Try it
Please print every record below exactly as it reads.

Records contained in a dataset:
--------------------------------------------------
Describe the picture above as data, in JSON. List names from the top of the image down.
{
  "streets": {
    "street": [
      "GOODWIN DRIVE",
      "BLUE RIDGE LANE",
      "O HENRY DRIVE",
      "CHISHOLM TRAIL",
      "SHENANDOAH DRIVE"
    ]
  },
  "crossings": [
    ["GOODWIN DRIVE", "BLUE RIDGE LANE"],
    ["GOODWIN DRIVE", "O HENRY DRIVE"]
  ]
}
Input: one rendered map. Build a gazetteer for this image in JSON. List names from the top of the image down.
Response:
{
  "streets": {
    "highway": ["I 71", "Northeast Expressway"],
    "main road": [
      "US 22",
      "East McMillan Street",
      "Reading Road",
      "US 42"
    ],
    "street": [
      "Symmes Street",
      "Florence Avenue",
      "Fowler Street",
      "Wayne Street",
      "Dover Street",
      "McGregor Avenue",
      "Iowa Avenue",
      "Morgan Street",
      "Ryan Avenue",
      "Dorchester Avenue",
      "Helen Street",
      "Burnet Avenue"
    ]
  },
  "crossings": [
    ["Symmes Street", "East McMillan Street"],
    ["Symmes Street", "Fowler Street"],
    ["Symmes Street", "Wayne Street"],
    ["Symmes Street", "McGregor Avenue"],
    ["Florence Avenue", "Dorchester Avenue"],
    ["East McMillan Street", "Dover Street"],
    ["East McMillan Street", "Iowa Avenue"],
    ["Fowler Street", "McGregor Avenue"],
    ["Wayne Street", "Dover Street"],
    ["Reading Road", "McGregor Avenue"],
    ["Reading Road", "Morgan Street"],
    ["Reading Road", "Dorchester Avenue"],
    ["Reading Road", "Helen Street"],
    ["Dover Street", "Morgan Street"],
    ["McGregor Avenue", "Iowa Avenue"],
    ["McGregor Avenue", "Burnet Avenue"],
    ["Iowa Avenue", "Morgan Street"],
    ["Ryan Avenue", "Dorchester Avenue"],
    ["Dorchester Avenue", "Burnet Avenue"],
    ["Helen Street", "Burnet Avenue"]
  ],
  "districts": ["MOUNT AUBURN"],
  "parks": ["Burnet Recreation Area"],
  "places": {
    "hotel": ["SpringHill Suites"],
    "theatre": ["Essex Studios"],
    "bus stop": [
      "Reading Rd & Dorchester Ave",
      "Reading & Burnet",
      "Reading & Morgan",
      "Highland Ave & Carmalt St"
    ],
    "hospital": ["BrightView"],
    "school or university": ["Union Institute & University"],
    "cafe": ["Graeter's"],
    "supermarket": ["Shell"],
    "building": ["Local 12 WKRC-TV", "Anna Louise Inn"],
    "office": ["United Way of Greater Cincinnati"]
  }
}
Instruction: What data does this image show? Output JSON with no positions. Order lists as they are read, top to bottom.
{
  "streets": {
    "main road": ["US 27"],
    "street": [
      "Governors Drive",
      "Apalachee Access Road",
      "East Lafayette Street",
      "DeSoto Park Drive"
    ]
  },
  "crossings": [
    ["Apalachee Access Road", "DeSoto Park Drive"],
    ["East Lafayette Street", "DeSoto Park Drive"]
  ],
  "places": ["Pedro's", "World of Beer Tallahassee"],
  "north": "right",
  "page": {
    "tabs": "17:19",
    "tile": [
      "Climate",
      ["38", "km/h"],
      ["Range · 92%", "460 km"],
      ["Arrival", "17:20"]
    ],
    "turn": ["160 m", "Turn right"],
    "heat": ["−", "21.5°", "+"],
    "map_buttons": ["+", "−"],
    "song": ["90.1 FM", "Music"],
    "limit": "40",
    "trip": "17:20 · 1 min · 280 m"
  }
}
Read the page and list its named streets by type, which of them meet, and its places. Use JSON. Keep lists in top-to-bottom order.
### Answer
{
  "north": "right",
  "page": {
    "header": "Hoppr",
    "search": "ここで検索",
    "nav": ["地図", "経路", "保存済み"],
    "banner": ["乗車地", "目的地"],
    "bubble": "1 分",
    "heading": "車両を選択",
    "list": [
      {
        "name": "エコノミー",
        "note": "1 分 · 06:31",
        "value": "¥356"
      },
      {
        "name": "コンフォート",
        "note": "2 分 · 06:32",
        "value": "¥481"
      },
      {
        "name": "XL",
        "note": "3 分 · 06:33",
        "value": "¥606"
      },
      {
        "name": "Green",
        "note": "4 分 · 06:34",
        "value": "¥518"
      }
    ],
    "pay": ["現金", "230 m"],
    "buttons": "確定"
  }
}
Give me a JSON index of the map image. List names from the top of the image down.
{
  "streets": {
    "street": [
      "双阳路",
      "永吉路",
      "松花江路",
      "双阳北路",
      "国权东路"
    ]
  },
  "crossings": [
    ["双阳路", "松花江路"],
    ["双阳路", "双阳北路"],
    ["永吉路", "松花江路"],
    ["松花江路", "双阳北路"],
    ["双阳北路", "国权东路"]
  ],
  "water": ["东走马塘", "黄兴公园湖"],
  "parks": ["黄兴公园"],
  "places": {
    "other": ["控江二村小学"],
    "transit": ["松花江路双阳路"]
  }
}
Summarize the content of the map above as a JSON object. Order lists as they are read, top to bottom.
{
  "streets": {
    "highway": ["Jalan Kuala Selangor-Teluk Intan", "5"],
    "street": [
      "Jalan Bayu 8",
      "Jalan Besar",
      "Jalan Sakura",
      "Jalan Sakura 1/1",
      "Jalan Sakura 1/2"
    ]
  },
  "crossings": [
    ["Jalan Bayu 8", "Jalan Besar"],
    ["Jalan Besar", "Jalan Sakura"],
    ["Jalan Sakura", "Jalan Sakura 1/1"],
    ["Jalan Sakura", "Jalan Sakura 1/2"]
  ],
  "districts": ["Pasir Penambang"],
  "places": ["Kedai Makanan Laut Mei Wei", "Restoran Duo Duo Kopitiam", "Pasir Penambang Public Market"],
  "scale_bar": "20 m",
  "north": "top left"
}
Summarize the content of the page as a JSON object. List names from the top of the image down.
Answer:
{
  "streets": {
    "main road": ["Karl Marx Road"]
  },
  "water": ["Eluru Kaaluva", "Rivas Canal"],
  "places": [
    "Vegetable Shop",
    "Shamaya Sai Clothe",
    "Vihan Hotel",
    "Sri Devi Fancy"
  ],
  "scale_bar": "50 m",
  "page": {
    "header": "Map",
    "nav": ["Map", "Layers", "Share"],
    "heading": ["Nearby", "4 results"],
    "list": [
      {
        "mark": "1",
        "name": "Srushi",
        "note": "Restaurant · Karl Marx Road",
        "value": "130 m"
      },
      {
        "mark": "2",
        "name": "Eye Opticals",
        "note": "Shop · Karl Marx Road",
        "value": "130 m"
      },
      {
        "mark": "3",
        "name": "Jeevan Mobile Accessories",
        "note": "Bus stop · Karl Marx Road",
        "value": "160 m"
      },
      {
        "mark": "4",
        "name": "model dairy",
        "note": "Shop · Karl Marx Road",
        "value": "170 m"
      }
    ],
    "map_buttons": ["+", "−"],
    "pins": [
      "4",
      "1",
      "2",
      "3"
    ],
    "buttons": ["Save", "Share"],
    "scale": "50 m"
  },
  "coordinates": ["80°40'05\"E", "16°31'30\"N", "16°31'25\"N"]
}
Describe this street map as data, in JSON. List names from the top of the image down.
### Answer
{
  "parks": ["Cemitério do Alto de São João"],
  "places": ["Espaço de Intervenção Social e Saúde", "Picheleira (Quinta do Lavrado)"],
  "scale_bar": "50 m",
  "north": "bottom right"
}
--------------------------------------------------
Exercise answer
Describe the picture above as data, in JSON. List names from the top of the image down.
{
  "streets": {
    "street": [
      "GOODWIN DRIVE",
      "BLUE RIDGE LANE",
      "O HENRY DRIVE",
      "CHISHOLM TRAIL",
      "SHENANDOAH DRIVE"
    ]
  },
  "crossings": [
    ["GOODWIN DRIVE", "BLUE RIDGE LANE"],
    ["GOODWIN DRIVE", "O HENRY DRIVE"]
  ]
}
Input: one rendered map. Build a gazetteer for this image in JSON. List names from the top of the image down.
Response:
{
  "streets": {
    "highway": ["I 71", "Northeast Expressway"],
    "main road": [
      "US 22",
      "East McMillan Street",
      "Reading Road",
      "US 42"
    ],
    "street": [
      "Symmes Street",
      "Florence Avenue",
      "Fowler Street",
      "Wayne Street",
      "Dover Street",
      "McGregor Avenue",
      "Iowa Avenue",
      "Morgan Street",
      "Ryan Avenue",
      "Dorchester Avenue",
      "Helen Street",
      "Burnet Avenue"
    ]
  },
  "crossings": [
    ["Symmes Street", "East McMillan Street"],
    ["Symmes Street", "Fowler Street"],
    ["Symmes Street", "Wayne Street"],
    ["Symmes Street", "McGregor Avenue"],
    ["Florence Avenue", "Dorchester Avenue"],
    ["East McMillan Street", "Dover Street"],
    ["East McMillan Street", "Iowa Avenue"],
    ["Fowler Street", "McGregor Avenue"],
    ["Wayne Street", "Dover Street"],
    ["Reading Road", "McGregor Avenue"],
    ["Reading Road", "Morgan Street"],
    ["Reading Road", "Dorchester Avenue"],
    ["Reading Road", "Helen Street"],
    ["Dover Street", "Morgan Street"],
    ["McGregor Avenue", "Iowa Avenue"],
    ["McGregor Avenue", "Burnet Avenue"],
    ["Iowa Avenue", "Morgan Street"],
    ["Ryan Avenue", "Dorchester Avenue"],
    ["Dorchester Avenue", "Burnet Avenue"],
    ["Helen Street", "Burnet Avenue"]
  ],
  "districts": ["MOUNT AUBURN"],
  "parks": ["Burnet Recreation Area"],
  "places": {
    "hotel": ["SpringHill Suites"],
    "theatre": ["Essex Studios"],
    "bus stop": [
      "Reading Rd & Dorchester Ave",
      "Reading & Burnet",
      "Reading & Morgan",
      "Highland Ave & Carmalt St"
    ],
    "hospital": ["BrightView"],
    "school or university": ["Union Institute & University"],
    "cafe": ["Graeter's"],
    "supermarket": ["Shell"],
    "building": ["Local 12 WKRC-TV", "Anna Louise Inn"],
    "office": ["United Way of Greater Cincinnati"]
  }
}
Instruction: What data does this image show? Output JSON with no positions. Order lists as they are read, top to bottom.
{
  "streets": {
    "main road": ["US 27"],
    "street": [
      "Governors Drive",
      "Apalachee Access Road",
      "East Lafayette Street",
      "DeSoto Park Drive"
    ]
  },
  "crossings": [
    ["Apalachee Access Road", "DeSoto Park Drive"],
    ["East Lafayette Street", "DeSoto Park Drive"]
  ],
  "places": ["Pedro's", "World of Beer Tallahassee"],
  "north": "right",
  "page": {
    "tabs": "17:19",
    "tile": [
      "Climate",
      ["38", "km/h"],
      ["Range · 92%", "460 km"],
      ["Arrival", "17:20"]
    ],
    "turn": ["160 m", "Turn right"],
    "heat": ["−", "21.5°", "+"],
    "map_buttons": ["+", "−"],
    "song": ["90.1 FM", "Music"],
    "limit": "40",
    "trip": "17:20 · 1 min · 280 m"
  }
}
Read the page and list its named streets by type, which of them meet, and its places. Use JSON. Keep lists in top-to-bottom order.
### Answer
{
  "north": "right",
  "page": {
    "header": "Hoppr",
    "search": "ここで検索",
    "nav": ["地図", "経路", "保存済み"],
    "banner": ["乗車地", "目的地"],
    "bubble": "1 分",
    "heading": "車両を選択",
    "list": [
      {
        "name": "エコノミー",
        "note": "1 分 · 06:31",
        "value": "¥356"
      },
      {
        "name": "コンフォート",
        "note": "2 分 · 06:32",
        "value": "¥481"
      },
      {
        "name": "XL",
        "note": "3 分 · 06:33",
        "value": "¥606"
      },
      {
        "name": "Green",
        "note": "4 分 · 06:34",
        "value": "¥518"
      }
    ],
    "pay": ["現金", "230 m"],
    "buttons": "確定"
  }
}
Give me a JSON index of the map image. List names from the top of the image down.
{
  "streets": {
    "street": [
      "双阳路",
      "永吉路",
      "松花江路",
      "双阳北路",
      "国权东路"
    ]
  },
  "crossings": [
    ["双阳路", "松花江路"],
    ["双阳路", "双阳北路"],
    ["永吉路", "松花江路"],
    ["松花江路", "双阳北路"],
    ["双阳北路", "国权东路"]
  ],
  "water": ["东走马塘", "黄兴公园湖"],
  "parks": ["黄兴公园"],
  "places": {
    "other": ["控江二村小学"],
    "transit": ["松花江路双阳路"]
  }
}
Summarize the content of the map above as a JSON object. Order lists as they are read, top to bottom.
{
  "streets": {
    "highway": ["Jalan Kuala Selangor-Teluk Intan", "5"],
    "street": [
      "Jalan Bayu 8",
      "Jalan Besar",
      "Jalan Sakura",
      "Jalan Sakura 1/1",
      "Jalan Sakura 1/2"
    ]
  },
  "crossings": [
    ["Jalan Bayu 8", "Jalan Besar"],
    ["Jalan Besar", "Jalan Sakura"],
    ["Jalan Sakura", "Jalan Sakura 1/1"],
    ["Jalan Sakura", "Jalan Sakura 1/2"]
  ],
  "districts": ["Pasir Penambang"],
  "places": ["Kedai Makanan Laut Mei Wei", "Restoran Duo Duo Kopitiam", "Pasir Penambang Public Market"],
  "scale_bar": "20 m",
  "north": "top left"
}
Summarize the content of the page as a JSON object. List names from the top of the image down.
Answer:
{
  "streets": {
    "main road": ["Karl Marx Road"]
  },
  "water": ["Eluru Kaaluva", "Rivas Canal"],
  "places": [
    "Vegetable Shop",
    "Shamaya Sai Clothe",
    "Vihan Hotel",
    "Sri Devi Fancy"
  ],
  "scale_bar": "50 m",
  "page": {
    "header": "Map",
    "nav": ["Map", "Layers", "Share"],
    "heading": ["Nearby", "4 results"],
    "list": [
      {
        "mark": "1",
        "name": "Srushi",
        "note": "Restaurant · Karl Marx Road",
        "value": "130 m"
      },
      {
        "mark": "2",
        "name": "Eye Opticals",
        "note": "Shop · Karl Marx Road",
        "value": "130 m"
      },
      {
        "mark": "3",
        "name": "Jeevan Mobile Accessories",
        "note": "Bus stop · Karl Marx Road",
        "value": "160 m"
      },
      {
        "mark": "4",
        "name": "model dairy",
        "note": "Shop · Karl Marx Road",
        "value": "170 m"
      }
    ],
    "map_buttons": ["+", "−"],
    "pins": [
      "4",
      "1",
      "2",
      "3"
    ],
    "buttons": ["Save", "Share"],
    "scale": "50 m"
  },
  "coordinates": ["80°40'05\"E", "16°31'30\"N", "16°31'25\"N"]
}
Describe this street map as data, in JSON. List names from the top of the image down.
### Answer
{
  "parks": ["Cemitério do Alto de São João"],
  "places": ["Espaço de Intervenção Social e Saúde", "Picheleira (Quinta do Lavrado)"],
  "scale_bar": "50 m",
  "north": "bottom right"
}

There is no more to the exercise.